*** Begin section ***

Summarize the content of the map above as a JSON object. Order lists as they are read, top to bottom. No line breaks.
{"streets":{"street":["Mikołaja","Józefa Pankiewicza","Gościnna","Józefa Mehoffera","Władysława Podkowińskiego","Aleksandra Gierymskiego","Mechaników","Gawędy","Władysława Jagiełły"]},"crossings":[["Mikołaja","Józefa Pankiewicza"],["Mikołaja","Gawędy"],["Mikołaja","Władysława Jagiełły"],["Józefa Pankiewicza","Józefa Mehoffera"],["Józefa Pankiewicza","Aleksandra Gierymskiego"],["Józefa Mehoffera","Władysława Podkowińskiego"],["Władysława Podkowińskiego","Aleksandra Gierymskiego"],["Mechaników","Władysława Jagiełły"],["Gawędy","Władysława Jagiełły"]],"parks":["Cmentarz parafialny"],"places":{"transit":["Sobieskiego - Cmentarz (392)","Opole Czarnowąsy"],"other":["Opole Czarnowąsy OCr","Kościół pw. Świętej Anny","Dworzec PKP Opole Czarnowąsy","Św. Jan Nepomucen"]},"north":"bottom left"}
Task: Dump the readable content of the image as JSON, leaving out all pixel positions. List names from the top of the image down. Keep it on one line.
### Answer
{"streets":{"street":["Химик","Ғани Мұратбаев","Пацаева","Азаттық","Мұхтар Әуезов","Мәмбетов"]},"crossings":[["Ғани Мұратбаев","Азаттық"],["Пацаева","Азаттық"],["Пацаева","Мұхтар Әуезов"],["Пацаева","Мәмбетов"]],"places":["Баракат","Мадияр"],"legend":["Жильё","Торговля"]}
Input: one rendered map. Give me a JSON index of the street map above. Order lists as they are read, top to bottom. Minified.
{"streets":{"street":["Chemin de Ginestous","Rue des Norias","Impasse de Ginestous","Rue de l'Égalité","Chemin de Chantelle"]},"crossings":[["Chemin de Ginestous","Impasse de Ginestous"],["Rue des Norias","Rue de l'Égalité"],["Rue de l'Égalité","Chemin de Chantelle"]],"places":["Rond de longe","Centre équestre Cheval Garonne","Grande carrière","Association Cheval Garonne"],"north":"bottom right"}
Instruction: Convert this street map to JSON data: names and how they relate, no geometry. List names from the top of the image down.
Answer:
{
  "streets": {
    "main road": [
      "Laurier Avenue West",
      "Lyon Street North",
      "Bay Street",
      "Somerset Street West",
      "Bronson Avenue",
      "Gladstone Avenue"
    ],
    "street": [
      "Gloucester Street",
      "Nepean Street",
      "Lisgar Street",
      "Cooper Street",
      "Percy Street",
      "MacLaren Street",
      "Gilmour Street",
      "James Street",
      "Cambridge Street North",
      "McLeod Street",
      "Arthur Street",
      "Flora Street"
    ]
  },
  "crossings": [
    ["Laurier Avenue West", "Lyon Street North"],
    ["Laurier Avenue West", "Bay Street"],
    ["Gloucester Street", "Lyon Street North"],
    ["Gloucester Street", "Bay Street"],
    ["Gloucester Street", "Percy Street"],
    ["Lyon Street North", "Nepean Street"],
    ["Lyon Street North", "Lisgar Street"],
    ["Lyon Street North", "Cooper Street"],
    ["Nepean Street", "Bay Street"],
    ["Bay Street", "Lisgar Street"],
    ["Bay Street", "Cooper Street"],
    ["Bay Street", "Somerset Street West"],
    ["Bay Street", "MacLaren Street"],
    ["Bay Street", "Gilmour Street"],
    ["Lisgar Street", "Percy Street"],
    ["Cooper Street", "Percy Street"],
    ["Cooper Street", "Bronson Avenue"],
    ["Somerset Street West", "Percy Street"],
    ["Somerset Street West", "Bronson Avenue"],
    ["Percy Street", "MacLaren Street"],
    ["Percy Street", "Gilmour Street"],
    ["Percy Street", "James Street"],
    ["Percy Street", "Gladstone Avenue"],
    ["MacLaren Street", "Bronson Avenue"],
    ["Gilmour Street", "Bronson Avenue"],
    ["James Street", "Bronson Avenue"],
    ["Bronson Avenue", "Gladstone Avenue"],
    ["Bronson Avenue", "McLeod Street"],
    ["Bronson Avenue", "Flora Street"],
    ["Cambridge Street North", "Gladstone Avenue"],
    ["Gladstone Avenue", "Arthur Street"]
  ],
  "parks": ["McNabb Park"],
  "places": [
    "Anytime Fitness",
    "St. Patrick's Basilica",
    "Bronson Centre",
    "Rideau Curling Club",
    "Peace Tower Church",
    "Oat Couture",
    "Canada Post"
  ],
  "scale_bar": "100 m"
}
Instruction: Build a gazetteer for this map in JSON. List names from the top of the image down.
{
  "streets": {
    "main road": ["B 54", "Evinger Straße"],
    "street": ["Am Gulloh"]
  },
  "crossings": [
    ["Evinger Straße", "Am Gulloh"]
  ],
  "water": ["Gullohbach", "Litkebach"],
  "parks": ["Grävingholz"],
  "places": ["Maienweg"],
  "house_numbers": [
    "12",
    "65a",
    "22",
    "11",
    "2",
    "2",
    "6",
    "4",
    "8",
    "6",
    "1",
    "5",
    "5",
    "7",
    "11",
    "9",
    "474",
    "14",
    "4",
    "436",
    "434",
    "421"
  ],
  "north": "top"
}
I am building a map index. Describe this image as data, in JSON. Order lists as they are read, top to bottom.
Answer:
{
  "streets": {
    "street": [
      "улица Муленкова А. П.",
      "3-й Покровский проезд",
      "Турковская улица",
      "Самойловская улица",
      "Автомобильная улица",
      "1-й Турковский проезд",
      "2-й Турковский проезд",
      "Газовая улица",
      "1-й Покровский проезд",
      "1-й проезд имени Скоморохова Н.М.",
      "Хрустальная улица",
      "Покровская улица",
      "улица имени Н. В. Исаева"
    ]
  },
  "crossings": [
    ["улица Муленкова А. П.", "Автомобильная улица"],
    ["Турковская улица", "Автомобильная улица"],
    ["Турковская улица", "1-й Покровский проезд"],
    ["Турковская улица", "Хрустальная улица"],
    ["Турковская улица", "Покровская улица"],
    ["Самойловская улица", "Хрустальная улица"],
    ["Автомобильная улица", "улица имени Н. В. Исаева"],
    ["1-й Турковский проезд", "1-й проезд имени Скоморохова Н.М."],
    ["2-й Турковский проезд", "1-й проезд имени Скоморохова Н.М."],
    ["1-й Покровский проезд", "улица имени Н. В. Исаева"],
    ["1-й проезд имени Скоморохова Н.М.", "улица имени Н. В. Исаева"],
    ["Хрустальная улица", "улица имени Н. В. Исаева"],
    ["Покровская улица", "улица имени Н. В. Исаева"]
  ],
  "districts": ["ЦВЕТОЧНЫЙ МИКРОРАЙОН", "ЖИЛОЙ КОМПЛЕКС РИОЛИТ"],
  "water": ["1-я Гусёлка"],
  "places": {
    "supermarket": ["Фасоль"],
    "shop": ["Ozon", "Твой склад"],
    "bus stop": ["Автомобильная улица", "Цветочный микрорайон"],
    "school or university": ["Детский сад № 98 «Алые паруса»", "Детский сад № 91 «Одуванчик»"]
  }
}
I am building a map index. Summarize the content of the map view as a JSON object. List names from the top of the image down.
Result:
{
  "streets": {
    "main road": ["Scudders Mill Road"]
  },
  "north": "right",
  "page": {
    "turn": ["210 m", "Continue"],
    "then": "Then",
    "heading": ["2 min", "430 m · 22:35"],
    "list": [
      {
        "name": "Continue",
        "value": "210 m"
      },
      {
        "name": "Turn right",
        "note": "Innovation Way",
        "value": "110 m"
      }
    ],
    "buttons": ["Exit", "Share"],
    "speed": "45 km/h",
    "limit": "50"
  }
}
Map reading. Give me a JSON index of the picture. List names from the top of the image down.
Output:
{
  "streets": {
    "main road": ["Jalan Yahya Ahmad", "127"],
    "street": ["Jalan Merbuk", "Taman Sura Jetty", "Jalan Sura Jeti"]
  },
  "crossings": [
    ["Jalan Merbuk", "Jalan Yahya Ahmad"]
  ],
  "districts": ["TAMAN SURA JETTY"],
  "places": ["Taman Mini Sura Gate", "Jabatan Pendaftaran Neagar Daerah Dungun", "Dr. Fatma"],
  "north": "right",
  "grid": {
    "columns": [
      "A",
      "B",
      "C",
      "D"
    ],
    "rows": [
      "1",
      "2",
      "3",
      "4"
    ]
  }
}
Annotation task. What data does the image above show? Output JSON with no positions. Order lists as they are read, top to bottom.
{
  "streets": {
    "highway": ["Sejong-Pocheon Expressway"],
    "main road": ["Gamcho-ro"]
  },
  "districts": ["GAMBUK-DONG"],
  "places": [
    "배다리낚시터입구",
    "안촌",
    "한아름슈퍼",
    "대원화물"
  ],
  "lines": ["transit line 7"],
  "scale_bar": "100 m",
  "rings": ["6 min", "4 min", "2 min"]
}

*** End section ***

§ PROBLEM DETAILS
Return exactly, and only, the line containing "Map reading. Give" and every line after it through the end of the material.

§ ANSWER TO THIS TASK
Map reading. Give me a JSON index of the picture. List names from the top of the image down.
Output:
{
  "streets": {
    "main road": ["Jalan Yahya Ahmad", "127"],
    "street": ["Jalan Merbuk", "Taman Sura Jetty", "Jalan Sura Jeti"]
  },
  "crossings": [
    ["Jalan Merbuk", "Jalan Yahya Ahmad"]
  ],
  "districts": ["TAMAN SURA JETTY"],
  "places": ["Taman Mini Sura Gate", "Jabatan Pendaftaran Neagar Daerah Dungun", "Dr. Fatma"],
  "north": "right",
  "grid": {
    "columns": [
      "A",
      "B",
      "C",
      "D"
    ],
    "rows": [
      "1",
      "2",
      "3",
      "4"
    ]
  }
}
Annotation task. What data does the image above show? Output JSON with no positions. Order lists as they are read, top to bottom.
{
  "streets": {
    "highway": ["Sejong-Pocheon Expressway"],
    "main road": ["Gamcho-ro"]
  },
  "districts": ["GAMBUK-DONG"],
  "places": [
    "배다리낚시터입구",
    "안촌",
    "한아름슈퍼",
    "대원화물"
  ],
  "lines": ["transit line 7"],
  "scale_bar": "100 m",
  "rings": ["6 min", "4 min", "2 min"]
}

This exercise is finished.